Frigidd had returned to the Great Alaskan Ice Sheet, where, in 1984, he had abandoned the hoagie when a severe storm suddenly hit and he was forced to return to base without eating lunch.

“It was still fresh, and I finished my lunch after 30 years. They don’t make hoagies like that anymore,” said Frigidd.

As climate change warms the planet and glaciers recede, scientists all over the world are finding items they lost decades ago in the ice. Vanishing pack ice is revealing a treasure trove of lost property.

“I dropped my car keys in a crevasse 25 years ago when I was doing research on the Great Ridgeway Glacier in Greenland, said Dr. Carl White-Stuff , a glaciologist at the US Institute for Sitting and Watching Ice.

He returned to the same spot last month to find that much of the glacier had melted away, and there were his keys half-buried in the sodden earth.

Cameras, spectacles, a wooden leg, soccer balls, two pairs of gold-plated nose hair clippers, a glass eye, and a year’s supply of condoms issued to a team of climatologists at the North Pole some 20 years ago, are among the items that scientists have retrieved from melting glaciers over the last year.

As more items are exposed by the disappearing ice, scientists are rushing back to remote research sites they vacated decades ago.

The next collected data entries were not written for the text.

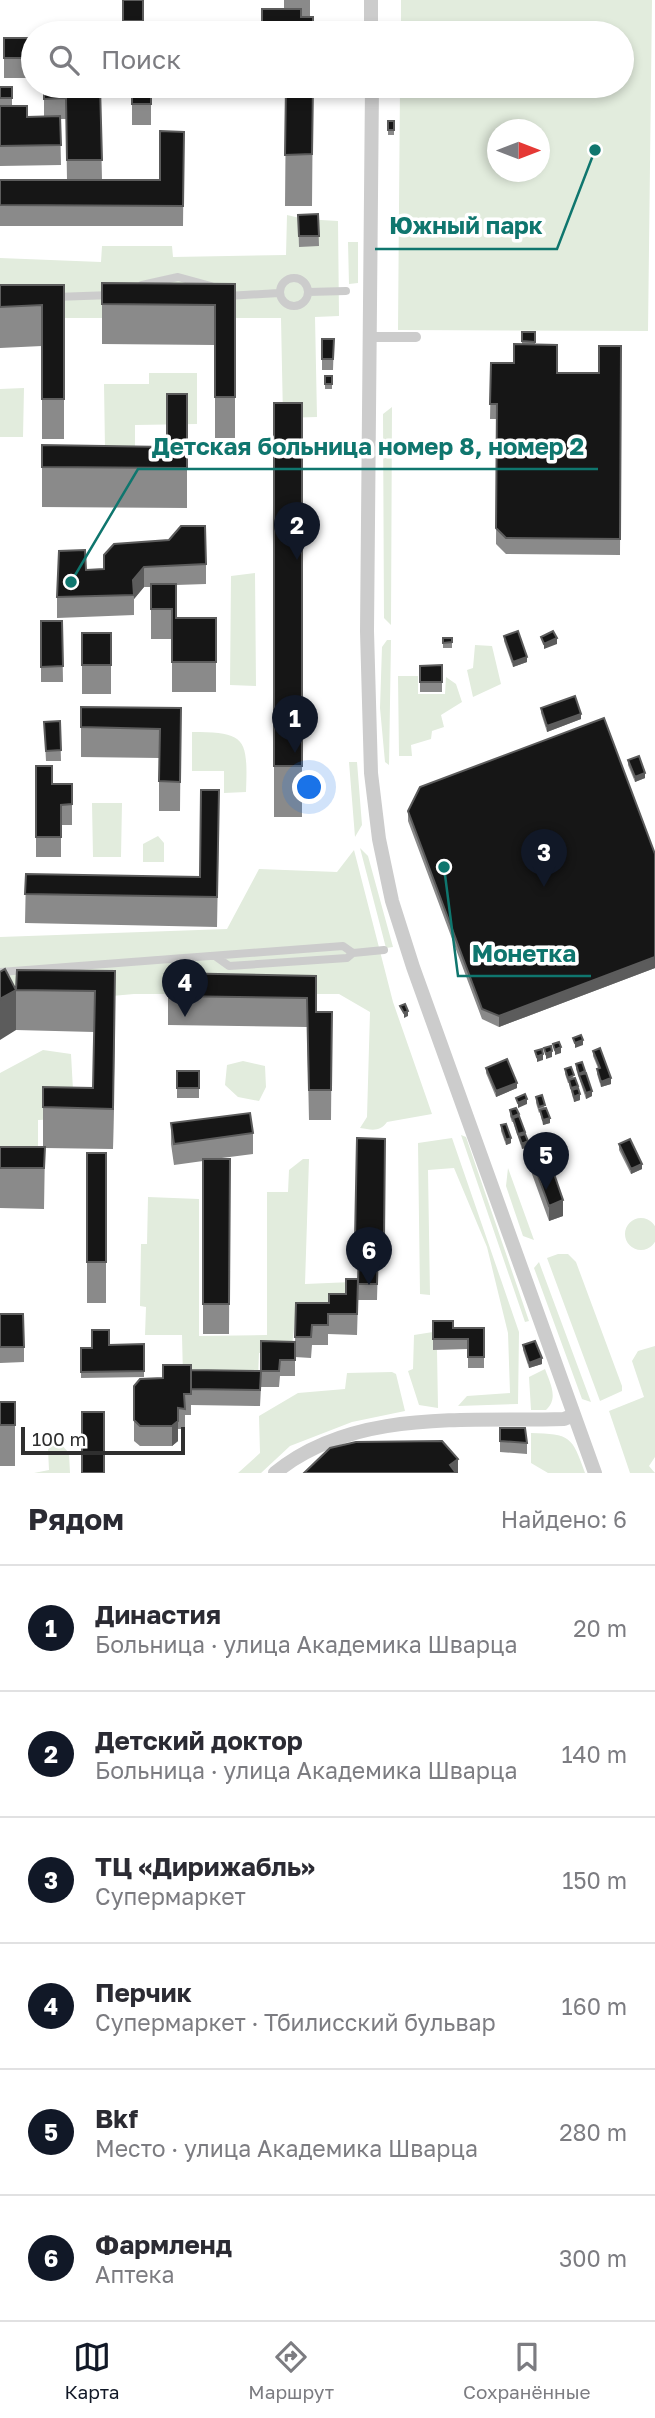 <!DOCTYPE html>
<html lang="ru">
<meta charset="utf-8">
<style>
:root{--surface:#fff;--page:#f2f2f3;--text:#2b2b33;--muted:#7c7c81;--line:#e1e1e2;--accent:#111827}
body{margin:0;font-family:"Golos Text",sans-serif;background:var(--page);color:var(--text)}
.compass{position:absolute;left:487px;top:119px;width:63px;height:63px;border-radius:50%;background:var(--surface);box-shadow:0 4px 10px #0003;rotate:90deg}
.scale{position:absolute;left:21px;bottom:18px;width:164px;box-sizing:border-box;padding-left:7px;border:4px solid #2f2f2f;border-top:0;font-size:19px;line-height:24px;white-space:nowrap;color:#2f2f2f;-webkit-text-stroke:5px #fff;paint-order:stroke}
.you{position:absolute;left:310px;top:788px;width:24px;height:24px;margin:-18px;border:5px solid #fff;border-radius:50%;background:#1a73e8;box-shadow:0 0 0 10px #1a73e833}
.badge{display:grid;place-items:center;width:46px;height:46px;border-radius:50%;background:var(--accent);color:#fff;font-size:23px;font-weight:700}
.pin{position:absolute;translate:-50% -58px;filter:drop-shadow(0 2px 4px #0008)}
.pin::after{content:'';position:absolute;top:37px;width:24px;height:21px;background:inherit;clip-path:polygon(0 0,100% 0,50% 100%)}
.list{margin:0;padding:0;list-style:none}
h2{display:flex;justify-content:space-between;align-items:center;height:91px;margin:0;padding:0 28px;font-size:30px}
h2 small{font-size:23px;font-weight:400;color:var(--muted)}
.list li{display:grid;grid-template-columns:46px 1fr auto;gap:21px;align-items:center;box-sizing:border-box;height:126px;padding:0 28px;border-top:2px solid var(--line)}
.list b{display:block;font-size:26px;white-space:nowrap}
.list p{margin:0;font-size:23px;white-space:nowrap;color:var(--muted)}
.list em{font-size:23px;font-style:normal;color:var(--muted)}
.icon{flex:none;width:38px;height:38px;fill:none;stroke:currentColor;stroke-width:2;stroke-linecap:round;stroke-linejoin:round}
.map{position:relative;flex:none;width:655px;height:1473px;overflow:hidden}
.search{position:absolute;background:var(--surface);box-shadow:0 4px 10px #0003;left:21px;right:21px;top:21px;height:77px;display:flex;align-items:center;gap:18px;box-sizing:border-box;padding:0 24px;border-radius:38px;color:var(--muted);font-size:26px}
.sheet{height:847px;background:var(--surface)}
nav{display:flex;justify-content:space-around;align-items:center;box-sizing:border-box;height:98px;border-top:2px solid var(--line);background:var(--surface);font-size:19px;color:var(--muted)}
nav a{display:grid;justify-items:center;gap:4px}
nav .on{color:var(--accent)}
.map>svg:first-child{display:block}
</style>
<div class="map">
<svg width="655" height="1473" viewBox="0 0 655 1473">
<rect width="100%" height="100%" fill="#fff"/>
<path fill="#e2ecdd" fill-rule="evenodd" d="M401,0h251l-4,331 -250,-1 2,-244h222v-53h-221zM498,130h42v42h-42z
M287,215l17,4 34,2 1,95 -24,1 2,100 -34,1 -2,-100h-281v-60l101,4 1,-16h70l1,11 113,-2z
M348,242h10v41l-9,1z
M149,373h48v51l-62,1v42l-30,-18 -1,-65h45z
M24,388l-1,49h-23v-48z
M392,407l-1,218 -7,-7 -1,-204z
M255,573l1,113 -26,-1 1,-109z
M387,640h4l-2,125 -4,-3 -5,-54 2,-61z
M475,645l17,1 9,38 -28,13 -6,-27 6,-2z
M398,676h20v18h27l1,-17 10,7 6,18 -21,13 3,12 -12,4 -1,8 -20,6 1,11h-13z
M192,732c54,0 56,6 54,60l-22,1v-22h-32z
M349,762h8l5,63 -7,12z
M92,803h30l-1,54h-28z
M158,836l6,7v19h-21v-18z
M360,848l8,8 25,91 -7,1z
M354,850l39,152 39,112 -45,8c-7,10 -15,8 -27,6l7,-11 3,-105 -31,-18h-205l-122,11 -12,6v-74l227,-8 32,-60 78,3z
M43,1050l28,4 2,36 -10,29 -25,1v41l-38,2v-90z
M243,1061l22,5 1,21 -7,14 -21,-4 -13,-12 2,-20z
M461,1135l5,2 63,184 -4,1z
M452,1138l67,194 -1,72 -60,2 9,-10 43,-3 -2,-60 -21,-86 -33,-79 -26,2 2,125 -10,-1 -2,-151z
M303,1159h6l-4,125 47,-2v14l-26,24h-31l-4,34 -32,-1 -1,24h-75l-1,-42h-37l1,-28 -6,-1 1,-62h6l1,-47 51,2v137l68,-1v-143h21l1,-22z
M508,1168l26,72 -11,-4 -17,-50z
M625 1234a16 16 0 1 1 32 0a16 16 0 1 1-32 0Z
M558,1254h10l8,8 46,124v5l-22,10 -53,-143z
M539,1262l52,140 -9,-3 -48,-131z
M433,1332v17l4,1 1,58 -19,-3 -11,-34 5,-2 1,-34z
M655,1346v111l-6,9 6,7h-25l-21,-62 35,-14 -12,-36 6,-10z
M545,1369c5,14 14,29 1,41h-15l-2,-33z
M392,1372l4,2 9,37 -53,11 -62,24 -29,27h-23l22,-20 -1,-37 39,-23 47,-4 2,-16z
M531,1433c39,1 41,3 54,40h-37l-17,-10z
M59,1442l10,11 1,20h-36l15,-3 -1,-21z"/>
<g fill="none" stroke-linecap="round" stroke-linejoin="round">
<path stroke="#ccc" stroke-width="8" d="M280 292a14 14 0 1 1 28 0a14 14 0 1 1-28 0Z
M142,285l36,-8 33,9
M308,292l38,-1
M227,296l52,-3
M55,297l57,-2
M215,956l14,10 118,-8 6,-5
M0,972l343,-26 10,7 31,-3"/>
<path stroke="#ccc" stroke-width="10" d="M370,337h46"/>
<path stroke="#ccc" stroke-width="14" d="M371,33v-33
M372,86l-5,545 4,142 8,66 13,62 21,66 182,506
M275,1473c79,-65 193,-51 289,-54l10,-4"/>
</g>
<path fill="#8a8a8a" d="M123,0h20v33h-20z
M284,0h26v17l3,16 -29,-24z
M4,38h29v40h-29z
M100,86l2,94h58l24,-48 -1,94h-183v-46h67l-1,-61h-6l1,46 -61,1v-79h12v19l15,11h17v-30z
M132,86h19v39h-19z
M262,86h51l-1,120h-27l1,-111h-24z
M388,121h6v14h-6z
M318,214l1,32 -20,1 -1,-32z
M102,283l133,1v154h-20v-93l-113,-1z
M0,285h64v154h-22v-93l-42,2z
M522,332h13v13l22,28h42l22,-27 -1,209 -114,-1 -10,-10 1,-125h-7l1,-56h23l8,-19z
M322,339h12l-1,31h-11z
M325,376h7v13h-7z
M187,394v114l-145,-1v-62l125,2z
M274,403h28v414h-28z
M206,564v20l-30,1v33h40v74h-44v-53h-21v-52h-7l-10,12v16l-77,3v-21l29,-27z
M41,621h21l1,61h-22z
M82,633h29v61h-29z
M504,636l23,26 -14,5 -9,-26z
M443,638h9v10h-9z
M442,665v27h-22v-26z
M81,707l100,1 -1,103h-21v-53l-78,-1z
M541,708l40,11 -34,13 -6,-19z
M60,721l1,40h-15l-2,-39z
M628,760l17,18 -10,4 -7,-17z
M36,766l16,18h20v41h-11v32h-25z
M408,811l247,43v114l-156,59 -17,-8 -74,-198z
M219,819l-2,108 -192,-4 1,-49 174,3z
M115,971l-2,178 -68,-1 -1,61 -44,-1v-61h43v-40l50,-19 1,-56 -78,-2v-40z
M168,973l148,3v36h16l-1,108h-22l-2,-93 -139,-2z
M593,1051l18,33 -10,3 -4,-13v-5l1,-1 -5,-12z
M576,1064l9,9 7,23 -6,3 -10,-30z
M486,1068l31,20 -21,9 -10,-24z
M565,1069l9,9 6,22 -6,2 -5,-19h-1l-3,-9z
M177,1071h22v27h-22z
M536,1097l9,11 5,15 -7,2 -3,-13 -1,1 -3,-10z
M510,1110l9,6 9,31 -6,2 -9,-27h-1l-2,-6z
M171,1123l82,10v21l-39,5h16l-1,175h-26v-173l-29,4 -3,-21z
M501,1125l10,18 -5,2 -5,-14z
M385,1139l-1,120h-6l-1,41h-19l-1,35 -29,-1v11h-16l-1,13 -16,-1v19h-15l-1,11h-18l-1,19 -69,-1v10h-6v14h-7v12l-6,5h-32l-6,-5v-55l57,-16 70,1 34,-29 1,-39h33l17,-9 12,-15 1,-20h-4v-20z
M619,1144l23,25 -11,5 -12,-24z
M528,1148l35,68 -14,5 -21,-58z
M87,1153h19v150h-19z
M0,1314l24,33v15l-24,1z
M433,1321l20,7h31v40h-16v-19l-35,1z
M144,1344v33l-63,1v-30h11l17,-3z
M523,1345l19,19 -13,4 -6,-18z
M0,1402h15v64h-15z
M500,1428l27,15v11l-27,-2z"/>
<path fill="#5c5c5c" d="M144,567v20l-10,12 -1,-19z
M557,638v6l-13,5v-5z
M527,657v5l-14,5v-5z
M581,714v5l-34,13v-6z
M645,773v5l-10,4v-5z
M655,957v11l-156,59v-11z
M115,971v41l-2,137v-40z
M16,990v40l-16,10v-41z
M408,1011v5l-4,2v-5z
M583,1040v5l-8,3v-5z
M561,1047v6l-6,2v-5z
M552,1051v6l-6,2v-5z
M543,1054v6l-6,2v-5z
M611,1078v6l-10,3v-5z
M517,1083v5l-21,9v-6z
M592,1091v5l-6,3v-6z
M580,1094v6l-6,2v-5z
M527,1099v5l-9,4v-5z
M550,1118v5l-7,2v-5z
M511,1138v5l-5,2v-5z
M528,1141v6l-6,2v-5z
M642,1164v5l-11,5v-5z
M563,1200v16l-14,5v-15z
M542,1358v6l-13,4v-5z
M178,1408v33l-6,5v-20z
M458,1459v14h-8v-8z"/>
<path fill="#161616" stroke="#5c5c5c" stroke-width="2" d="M123,0h20v21h-20z
M262,9h39v8h12v16h-51z
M4,38h29v20h-29z
M100,86l2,74h-35l-1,-62 -22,1v-12z
M132,86h19v18h-19z
M286,86h27l-1,68 -27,1z
M0,87h12v11h-12z
M0,106h27v11l33,-1 1,29 -61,1z
M388,121h6v9h-6z
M160,131l24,1 -1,74 -183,-1v-25h160z
M318,214l1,22h-20l-1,-21z
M102,283l133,1v113h-20v-92l-113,-1z
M0,285h64v114h-22v-94l-42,2z
M522,332h13v10l-13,-1z
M322,339h12l-1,20h-11z
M514,344l43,1v28h42v-27h22l-1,193 -114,-1 -10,-10 1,-124h-7l1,-41h23z
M325,376h7v8h-7z
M167,394h20v74l-145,-1v-22l125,2z
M274,403h28v363h-28z
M181,526h24l1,38 -62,3 -11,13 1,15 -77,2 2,-46 26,-1 1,20 18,-1v-14l10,-11 55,-4z
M151,584h25v34h40v44h-44v-53h-21z
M41,621h21l1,45 -22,1z
M518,631l9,26 -14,5 -9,-26z
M553,631l4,7 -13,6 -3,-7z
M82,633h29v32h-29z
M443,638h9v4l-9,1z
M442,665v17h-22v-16z
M575,696l6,18 -34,12 -6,-18z
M81,707l100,1 -1,74 -21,-1 1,-52 -79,-2z
M604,718l51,136v103l-156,59 -17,-7 -74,-198 12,-24z
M60,721l1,29 -15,1 -2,-29z
M639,756l6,17 -10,4 -7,-17z
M36,766h16v18h20v20l-11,1v32h-25z
M201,790h18l-2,107 -192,-3 1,-20 174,3z
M5,969l11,21 -16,9v-27z
M17,970l98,1 -2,138 -70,-2v-20l50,1 2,-97 -79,-1z
M168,973l148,3v36h16l-1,78h-22l-2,-92 -139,-2z
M405,1004l3,7 -4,2 -4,-7z
M581,1035l2,5 -8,3 -2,-5z
M559,1042l2,5 -6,3 -2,-6z
M551,1046l1,5 -6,3 -2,-6z
M600,1048l11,30 -10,4 -4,-13 3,-1 -7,-17z
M542,1049l1,5 -6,3 -2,-6z
M507,1059l10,24 -21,8 -10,-23z
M582,1062l3,9 -6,3 -3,-10z
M571,1067l3,8 -6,3 -3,-9z
M177,1071h22v17h-22z
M586,1073l6,18 -6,2 -7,-18z
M575,1078l3,8 -7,2 -2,-8z
M578,1088l2,6 -6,3 -2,-7z
M525,1094l2,5 -9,4 -2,-5z
M542,1095l3,10 -6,2 -3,-10z
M516,1108l3,6 -7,3 -2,-7z
M546,1108l4,10 -7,2 -3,-10z
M250,1113l3,20 -79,11 -3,-21z
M519,1116l6,16 -7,2 -5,-16z
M506,1124l5,14 -5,2 -5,-15z
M525,1134l3,7 -6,3 -3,-8z
M357,1138l28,1 -1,100h-29z
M630,1139l12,25 -11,5 -12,-25z
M543,1142l20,58 -14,6 -21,-58z
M0,1147h45l-1,21h-44z
M87,1153h19v109h-19z
M203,1159h27l-1,145h-26z
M359,1244h19l-1,40h-19z
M346,1279h12l-1,35h-29v11h-16l-1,12h-16l1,-34h33v-9h17z
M0,1314h23l1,33h-24z
M433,1321h20v7h31v29h-16v-18h-35z
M92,1330h17v15l35,-1v27l-63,1v-24h11z
M261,1341l34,1v18h-15l-1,11h-18z
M535,1341l7,17 -13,5 -6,-18z
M163,1365h28v29h-7l1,15 -7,-1v13l-6,5h-32l-6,-6v-34l6,-7 23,-1z
M191,1370l70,1 -1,19 -69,-1z
M0,1402h15v23h-15z
M82,1412h22v61h-22z
M500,1428h25l2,15 -27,-2z
M442,1441l16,18 -8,6 6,8h-152l26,-25 26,-6z"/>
<path fill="none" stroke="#0f766e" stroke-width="2.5" d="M595 150L557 249H375M71 582L138 469H598M444 867L458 976H591"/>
<g fill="#0f766e" stroke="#fff" stroke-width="2.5">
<circle cx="595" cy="150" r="7"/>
<circle cx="71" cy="582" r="7"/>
<circle cx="444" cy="867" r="7"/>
</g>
<g font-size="24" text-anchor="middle" font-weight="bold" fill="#0f766e" stroke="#fff" stroke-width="7" stroke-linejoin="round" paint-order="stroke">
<text x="466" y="234">Южный парк</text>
<text x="368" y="455">Детская больница номер 8, номер 2</text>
<text x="524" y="962">Монетка</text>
</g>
</svg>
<svg class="compass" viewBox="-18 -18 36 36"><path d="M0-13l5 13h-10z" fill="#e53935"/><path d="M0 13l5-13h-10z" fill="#7c7c81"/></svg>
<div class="scale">100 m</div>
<div class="you"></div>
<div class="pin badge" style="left:295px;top:753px">1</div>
<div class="pin badge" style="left:297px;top:560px">2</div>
<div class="pin badge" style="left:544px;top:887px">3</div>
<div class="pin badge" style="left:185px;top:1017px">4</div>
<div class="pin badge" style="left:546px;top:1190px">5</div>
<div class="pin badge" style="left:369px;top:1285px">6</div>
<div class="search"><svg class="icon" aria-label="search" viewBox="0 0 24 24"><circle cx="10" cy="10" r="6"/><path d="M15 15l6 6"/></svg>Поиск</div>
</div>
<section class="sheet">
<h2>Рядом<small>Найдено: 6</small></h2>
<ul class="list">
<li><span class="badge">1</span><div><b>Династия</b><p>Больница · улица Академика Шварца</p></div><em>20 m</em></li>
<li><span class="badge">2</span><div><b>Детский доктор</b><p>Больница · улица Академика Шварца</p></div><em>140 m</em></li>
<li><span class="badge">3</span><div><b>ТЦ «Дирижабль»</b><p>Супермаркет</p></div><em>150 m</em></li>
<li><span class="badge">4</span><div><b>Перчик</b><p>Супермаркет · Тбилисский бульвар</p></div><em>160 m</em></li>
<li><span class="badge">5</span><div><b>Bkf</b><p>Место · улица Академика Шварца</p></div><em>280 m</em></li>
<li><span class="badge">6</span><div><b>Фармленд</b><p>Аптека</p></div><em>300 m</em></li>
</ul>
</section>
<nav>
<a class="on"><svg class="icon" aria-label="map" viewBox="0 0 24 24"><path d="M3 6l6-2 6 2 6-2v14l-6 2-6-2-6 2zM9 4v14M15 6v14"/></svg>Карта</a>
<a><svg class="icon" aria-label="directions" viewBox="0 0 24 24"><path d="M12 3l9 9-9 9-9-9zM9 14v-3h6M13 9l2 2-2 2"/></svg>Маршрут</a>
<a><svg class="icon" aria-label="saved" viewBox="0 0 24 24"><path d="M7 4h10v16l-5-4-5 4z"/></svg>Сохранённые</a>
</nav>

“In 1973 I lost my wallet with two tickets to a Rolling Stones concert,” said Dr. Hildegard Flake, a climatologist at the Center for Sub-Zero Living, Oslo, ID. The wallet fell into a crack in the Andean Glacier, South America.

“I’m going back next year because the glacier is receding fast, and those Stones tickets are worth a small fortune,” said an excited Flake.